Combattere le radici della degenerazione
Per uscire dalla palude del carrierismo: alcune proposte di Magistratura democratica
Utilizziamo le parole di Franco Cordero, mai troppo compianto: l’antica struttura piramidale ha ripreso a orientare il codice genetico della magistratura.
Come abbiamo più volte ribadito, la degenerazione del sistema ha molti responsabili e protagonisti, ma alla radice vi è una straordinaria ripresa della carriera e del carrierismo, i cui effetti nefasti in termini di perdita di indipendenza e di gerarchizzazione sono sotto gli occhi di tutti.
Solo in questo modo si può infatti spiegare l’attenzione spasmodica di molti magistrati per gli incarichi direttivi e semi direttivi che emerge dai fatti di Perugia.
Ma per uscire da questa crisi non è sufficiente, per quanto necessaria, una secca e netta condanna di prassi e comportamenti inaccettabili. Per decifrare la crisi in cui versa la magistratura italiana, è dirimente affrontare il nodo strutturale del carrierismo, tagliandolo per provare a immaginare un futuro che restituisca alla giurisdizione il volto costituzionale di una magistratura, distinta soltanto per funzioni, che coltivi: l’indipendenza esterna e interna, la qualità e il rinnovamento della giurisdizione, l’attenzione ai diritti e la voglia di inverarli nel lavoro quotidiano svolto dentro le aule, con indosso la toga.
Da qui – come emerso nel seminario provocatoriamente dedicato alle “carriere” e nel dibattito del Consiglio Nazionale del 13 giugno – la necessità di un vero e proprio statuto che esprima un nuovo modo di concepire l’ufficio direttivo. Uno statuto da comporre con una serie di proposte di cambiamento che possono riguardare il futuro, con interventi sulla normazione primaria; il presente, attraverso modifiche della normazione secondaria e dei comportamenti; e il passato, con una denuncia a tutto campo degli effetti deleteri della verticalizzazione della magistratura e di condotte che – anche nell’autogoverno – hanno prodotto l’involuzione del carrierismo, in contrasto con la conformazione costituzionale della “magistratura orizzontale”.
In questa direzione avanziamo alcune proposte, da intendersi non quali parziali rimedi, ma come primi passi di un percorso di rigenerazione della magistratura che, senza dispersione delle esperienze positive, favorisca un cambiamento culturale e un nuovo approccio, con comportamenti concreti, alle funzioni dirigenziali:
- temporaneità effettiva degli incarichi direttivi e semi-direttivi, con ritorno alle funzioni ordinarie per un tempo di quattro anni, prima di potere presentare una nuova domanda per incarichi direttivi e semi-direttivi;
- previsione del medesimo termine di quattro anni di permanenza effettiva nelle funzioni giurisdizionali per chi, provenendo dal fuori ruolo, intende proporre domanda di incarichi direttivi e semi-direttivi; previsione di un congruo periodo nella giurisdizione prima di accedere a incarichi fuori ruolo.
Siamo ben consapevoli, inoltre, che la deriva carrieristica si contrasta dall’inizio del percorso professionale.

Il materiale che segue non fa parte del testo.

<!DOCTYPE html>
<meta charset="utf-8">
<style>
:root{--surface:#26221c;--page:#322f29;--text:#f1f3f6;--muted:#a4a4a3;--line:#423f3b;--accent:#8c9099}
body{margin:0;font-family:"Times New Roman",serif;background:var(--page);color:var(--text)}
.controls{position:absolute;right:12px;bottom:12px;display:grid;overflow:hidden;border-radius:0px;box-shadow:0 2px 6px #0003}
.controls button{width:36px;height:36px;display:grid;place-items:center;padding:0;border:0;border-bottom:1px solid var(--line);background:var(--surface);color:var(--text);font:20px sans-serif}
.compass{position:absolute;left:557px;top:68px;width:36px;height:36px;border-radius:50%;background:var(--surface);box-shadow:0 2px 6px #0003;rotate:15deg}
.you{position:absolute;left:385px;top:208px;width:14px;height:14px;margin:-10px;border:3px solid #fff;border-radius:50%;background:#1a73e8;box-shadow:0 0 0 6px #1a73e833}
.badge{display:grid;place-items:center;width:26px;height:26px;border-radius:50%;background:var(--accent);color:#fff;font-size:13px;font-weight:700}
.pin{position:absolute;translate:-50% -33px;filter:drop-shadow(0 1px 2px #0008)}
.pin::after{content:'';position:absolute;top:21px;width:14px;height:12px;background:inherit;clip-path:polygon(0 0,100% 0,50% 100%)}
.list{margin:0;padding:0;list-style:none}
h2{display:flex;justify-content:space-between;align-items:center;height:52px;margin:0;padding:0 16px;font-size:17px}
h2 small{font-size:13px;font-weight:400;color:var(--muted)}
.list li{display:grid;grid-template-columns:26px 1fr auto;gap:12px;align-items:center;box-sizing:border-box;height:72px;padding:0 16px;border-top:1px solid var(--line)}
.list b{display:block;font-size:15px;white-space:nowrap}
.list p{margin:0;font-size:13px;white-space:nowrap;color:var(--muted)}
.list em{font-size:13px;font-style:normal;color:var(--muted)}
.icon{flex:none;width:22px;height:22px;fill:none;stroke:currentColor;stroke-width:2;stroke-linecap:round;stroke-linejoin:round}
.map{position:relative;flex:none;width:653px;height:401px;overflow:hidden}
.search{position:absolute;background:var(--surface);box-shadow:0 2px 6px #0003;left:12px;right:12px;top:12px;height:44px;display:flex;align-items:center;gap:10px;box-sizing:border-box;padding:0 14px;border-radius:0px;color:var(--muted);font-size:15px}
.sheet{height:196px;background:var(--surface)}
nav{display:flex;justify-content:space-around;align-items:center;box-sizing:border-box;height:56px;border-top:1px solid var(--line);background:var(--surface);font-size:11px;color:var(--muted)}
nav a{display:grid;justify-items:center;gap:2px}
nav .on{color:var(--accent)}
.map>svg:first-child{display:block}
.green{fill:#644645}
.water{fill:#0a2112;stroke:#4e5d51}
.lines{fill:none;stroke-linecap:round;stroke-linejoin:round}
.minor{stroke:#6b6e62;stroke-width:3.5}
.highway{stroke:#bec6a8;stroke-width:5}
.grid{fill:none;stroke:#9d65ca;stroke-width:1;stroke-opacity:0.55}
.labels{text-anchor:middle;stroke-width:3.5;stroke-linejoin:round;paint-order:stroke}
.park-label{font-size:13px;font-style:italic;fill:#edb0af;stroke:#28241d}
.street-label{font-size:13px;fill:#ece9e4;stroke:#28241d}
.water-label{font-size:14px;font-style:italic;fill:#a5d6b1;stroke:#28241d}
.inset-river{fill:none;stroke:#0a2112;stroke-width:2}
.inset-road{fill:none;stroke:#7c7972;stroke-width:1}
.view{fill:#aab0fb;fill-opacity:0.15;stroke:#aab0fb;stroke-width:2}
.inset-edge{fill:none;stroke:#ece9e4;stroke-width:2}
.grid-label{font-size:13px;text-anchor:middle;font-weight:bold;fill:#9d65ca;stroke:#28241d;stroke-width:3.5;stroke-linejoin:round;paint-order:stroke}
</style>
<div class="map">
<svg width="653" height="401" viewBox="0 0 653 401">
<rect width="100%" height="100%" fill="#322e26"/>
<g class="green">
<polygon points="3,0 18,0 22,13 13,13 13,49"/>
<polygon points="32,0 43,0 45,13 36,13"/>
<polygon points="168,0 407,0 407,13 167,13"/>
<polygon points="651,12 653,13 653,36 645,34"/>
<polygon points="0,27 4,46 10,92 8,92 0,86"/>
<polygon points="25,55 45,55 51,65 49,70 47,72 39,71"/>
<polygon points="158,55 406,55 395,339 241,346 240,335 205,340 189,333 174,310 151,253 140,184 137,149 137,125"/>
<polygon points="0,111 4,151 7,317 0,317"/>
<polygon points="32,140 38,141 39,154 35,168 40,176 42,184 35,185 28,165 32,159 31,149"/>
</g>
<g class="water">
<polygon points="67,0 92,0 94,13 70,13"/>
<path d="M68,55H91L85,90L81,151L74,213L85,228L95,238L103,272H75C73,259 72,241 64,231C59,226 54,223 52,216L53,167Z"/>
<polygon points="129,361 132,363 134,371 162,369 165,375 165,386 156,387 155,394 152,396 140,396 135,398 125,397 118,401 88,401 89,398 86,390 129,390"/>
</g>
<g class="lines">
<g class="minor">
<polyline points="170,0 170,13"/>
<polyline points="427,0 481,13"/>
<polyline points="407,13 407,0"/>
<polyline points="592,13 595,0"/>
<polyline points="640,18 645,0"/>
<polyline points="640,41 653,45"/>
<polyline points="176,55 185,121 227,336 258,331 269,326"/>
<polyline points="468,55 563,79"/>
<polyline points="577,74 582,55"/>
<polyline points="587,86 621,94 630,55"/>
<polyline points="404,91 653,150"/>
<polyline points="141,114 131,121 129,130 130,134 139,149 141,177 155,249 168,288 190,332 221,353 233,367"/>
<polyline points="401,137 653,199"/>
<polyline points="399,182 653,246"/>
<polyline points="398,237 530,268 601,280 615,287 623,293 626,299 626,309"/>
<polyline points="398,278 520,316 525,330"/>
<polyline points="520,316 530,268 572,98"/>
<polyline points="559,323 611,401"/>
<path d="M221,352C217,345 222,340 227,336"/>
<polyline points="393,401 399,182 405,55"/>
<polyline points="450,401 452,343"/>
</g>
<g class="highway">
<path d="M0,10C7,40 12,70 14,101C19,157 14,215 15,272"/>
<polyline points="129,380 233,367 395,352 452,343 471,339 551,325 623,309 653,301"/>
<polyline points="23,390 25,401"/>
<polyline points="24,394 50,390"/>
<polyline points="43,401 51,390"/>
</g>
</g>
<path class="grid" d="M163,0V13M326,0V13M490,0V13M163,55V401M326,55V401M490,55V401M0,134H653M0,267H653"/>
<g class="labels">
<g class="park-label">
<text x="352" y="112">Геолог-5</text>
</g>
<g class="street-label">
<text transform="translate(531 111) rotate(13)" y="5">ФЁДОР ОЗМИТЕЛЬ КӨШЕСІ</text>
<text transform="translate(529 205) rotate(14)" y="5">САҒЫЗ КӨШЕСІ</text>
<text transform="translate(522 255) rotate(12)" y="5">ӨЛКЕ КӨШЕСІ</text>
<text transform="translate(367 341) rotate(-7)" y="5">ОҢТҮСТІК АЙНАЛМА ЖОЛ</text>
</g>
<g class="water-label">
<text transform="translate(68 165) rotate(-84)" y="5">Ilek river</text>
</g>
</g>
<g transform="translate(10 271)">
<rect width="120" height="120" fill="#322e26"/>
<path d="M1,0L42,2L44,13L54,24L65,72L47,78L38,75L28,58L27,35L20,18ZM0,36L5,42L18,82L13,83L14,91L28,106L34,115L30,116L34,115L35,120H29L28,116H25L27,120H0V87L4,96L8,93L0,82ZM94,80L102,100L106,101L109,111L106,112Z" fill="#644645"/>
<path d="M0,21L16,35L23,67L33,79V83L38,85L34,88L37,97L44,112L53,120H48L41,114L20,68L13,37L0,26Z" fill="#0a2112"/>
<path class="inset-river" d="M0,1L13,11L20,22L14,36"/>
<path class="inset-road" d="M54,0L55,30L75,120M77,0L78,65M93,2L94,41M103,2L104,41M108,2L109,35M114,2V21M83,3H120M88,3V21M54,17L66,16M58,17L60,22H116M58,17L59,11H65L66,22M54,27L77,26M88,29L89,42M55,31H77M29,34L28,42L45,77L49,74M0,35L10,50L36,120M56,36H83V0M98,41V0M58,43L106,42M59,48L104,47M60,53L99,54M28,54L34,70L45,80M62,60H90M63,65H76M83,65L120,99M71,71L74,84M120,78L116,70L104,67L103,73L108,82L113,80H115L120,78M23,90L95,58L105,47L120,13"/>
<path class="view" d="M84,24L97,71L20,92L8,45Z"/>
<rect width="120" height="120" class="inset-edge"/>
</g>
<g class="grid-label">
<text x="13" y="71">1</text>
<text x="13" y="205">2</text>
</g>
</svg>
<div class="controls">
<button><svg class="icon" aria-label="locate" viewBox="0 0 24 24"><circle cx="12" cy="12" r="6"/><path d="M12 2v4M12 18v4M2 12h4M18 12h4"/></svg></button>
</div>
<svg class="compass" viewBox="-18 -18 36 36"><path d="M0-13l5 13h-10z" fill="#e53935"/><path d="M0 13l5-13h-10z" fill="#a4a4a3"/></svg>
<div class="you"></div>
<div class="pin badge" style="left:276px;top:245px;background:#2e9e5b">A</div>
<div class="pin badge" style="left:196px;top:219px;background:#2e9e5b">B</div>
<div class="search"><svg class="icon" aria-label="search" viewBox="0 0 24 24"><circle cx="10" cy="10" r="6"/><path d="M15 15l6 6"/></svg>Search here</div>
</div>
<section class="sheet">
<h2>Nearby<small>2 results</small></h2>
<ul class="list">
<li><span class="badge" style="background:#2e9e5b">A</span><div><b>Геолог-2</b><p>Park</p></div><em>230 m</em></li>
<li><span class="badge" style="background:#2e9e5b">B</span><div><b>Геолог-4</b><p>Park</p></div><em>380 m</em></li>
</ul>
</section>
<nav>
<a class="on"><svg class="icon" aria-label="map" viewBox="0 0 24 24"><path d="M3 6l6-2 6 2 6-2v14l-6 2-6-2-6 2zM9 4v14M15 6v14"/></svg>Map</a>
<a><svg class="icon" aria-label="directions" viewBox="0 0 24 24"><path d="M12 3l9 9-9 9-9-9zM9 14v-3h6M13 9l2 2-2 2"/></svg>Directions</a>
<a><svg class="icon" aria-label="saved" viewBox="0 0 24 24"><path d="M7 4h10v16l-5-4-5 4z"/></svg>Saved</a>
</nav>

Per questo riteniamo orami ineludibile che il concorso per l’ingresso in magistratura torni ad essere un concorso di primo grado, al quale si accede con il solo titolo della laurea in giurisprudenza, con il superamento dell’attuale sistema che produce di fatto una selezione per censo.
Riteniamo queste proposte funzionali al ritorno alle attività d’ufficio di colleghi che, avendo maturato una pregressa esperienza in incarichi direttivi e semi-direttivi, possano diffondere la cultura ordinamentale e costituire un autorevole contraddittore alle scelte del dirigente, contribuendo così all’effettiva democratizzazione degli uffici e alla diffusione di una cultura della gestione partecipata e responsabilizzante, primo antidoto al carrierismo.
Per il presente, è essenziale una risposta sul piano delle scelte dei singoli.
Chiediamo, per questo, che tutta la magistratura si senta impegnata a dare concretezza a tali proposte, inverandole come prassi diffusa, per farle vivere indipendentemente da ogni prospettiva di riforma delle norme primarie e secondarie.
Dai comportamenti possono arrivare quelle risposte che servono per ridare credibilità all’ordine giudiziario.